I guess that’s okay. After all, what good does it really do anyone to be dejected, or even to closely follow world events that you yourself, inside the whale (as we all are, as even Orwell admits), are powerless to prevent? And there will always be something going on in the modern world that others will want you to pay attention to and think about (although in general slightly less significant things than the beginning of WWII). And yet, there is something about Miller’s worldview that seems to me less admirable and more naïve than Orwell’s; Orwell went to a foreign country to fight, and was shot through the neck and almost died. So maybe this is more of a question of Miller’s worldview than his writing (although I think it would have been very interesting if he’d trained his powers of perception on, say, Hitler, as well as on his friend Katsimbalis), but personally I don’t think the two can always be separated; if I find a writer’s worldview to be somewhat naïve, then it doesn’t really matter how inventive the prose style is.

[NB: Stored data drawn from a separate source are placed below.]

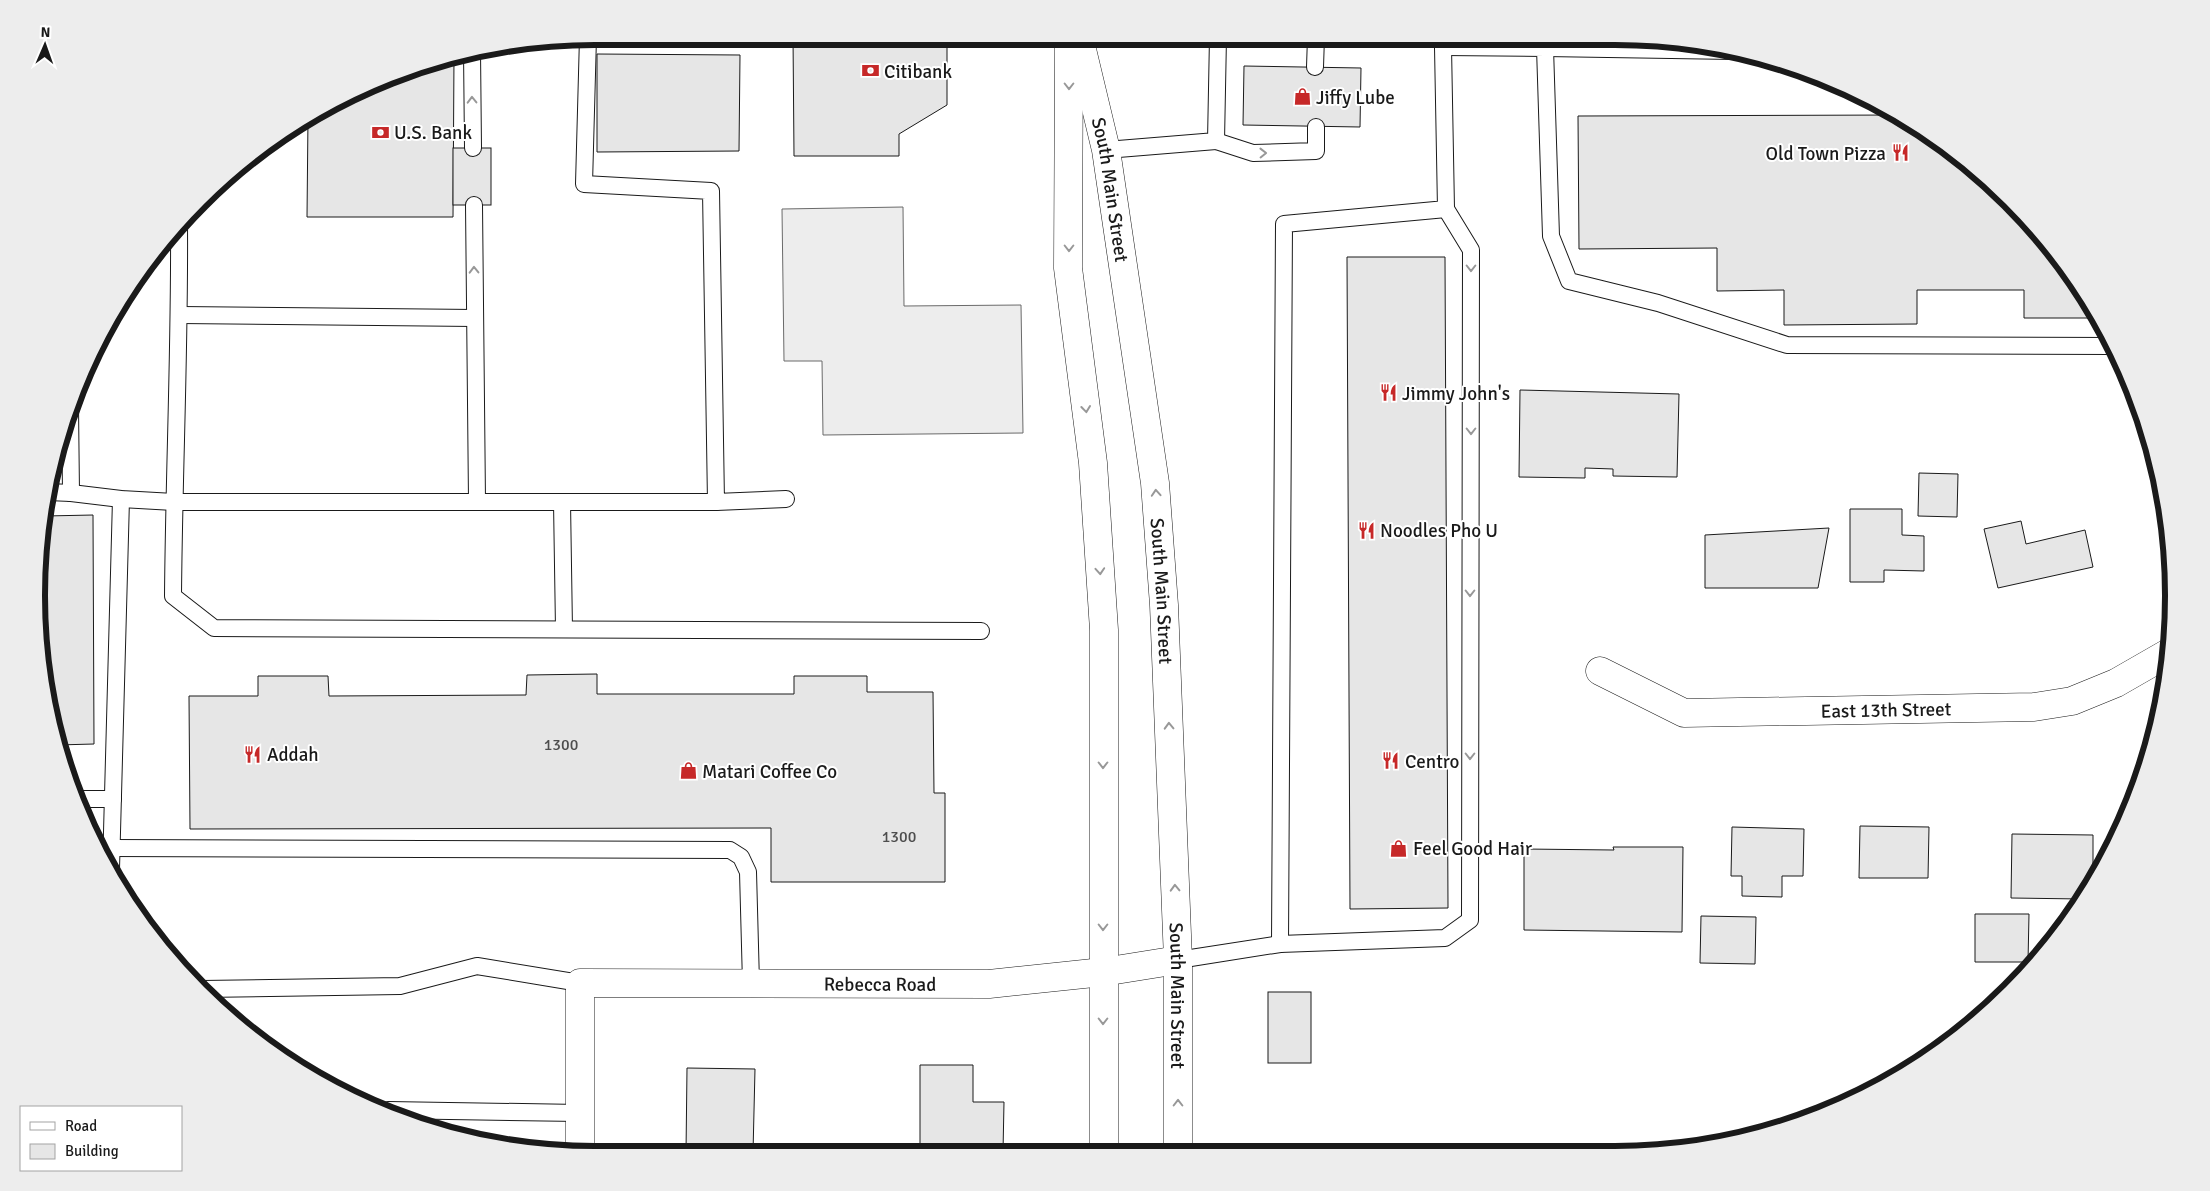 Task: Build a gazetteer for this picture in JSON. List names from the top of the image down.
{
  "streets": {
    "street": ["South Main Street", "East 13th Street", "Rebecca Road"]
  },
  "crossings": [
    ["South Main Street", "Rebecca Road"]
  ],
  "places": {
    "bank": ["Citibank", "U.S. Bank"],
    "shop": ["Jiffy Lube", "Matari Coffee Co", "Feel Good Hair"],
    "restaurant": [
      "Old Town Pizza",
      "Jimmy John's",
      "Noodles Pho U",
      "Addah",
      "Centro"
    ]
  },
  "house_numbers": ["1300", "1300"],
  "legend": ["Road", "Building"],
  "north": "top"
}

One might say that Miller wanted to preserve an image of a paradise that he worried would soon be lost. But it wasn’t a paradise: Greece, as he mentions only once, was under a military dictatorship at this time. Should he have written about that? I can’t say. Not necessarily. But I can’t help but be reminded of another book, Roberto Bolano’s By Night in Chile, set during Pinochet’s coup, in which the artsy-fartsy folks sit around and talk about art and aesthetics while there’s a torture chamber in the basement.
That being said, there are some sequences in this book that I thought were really great, and there are things that I’ll certainly reread if I ever end up going to Greece.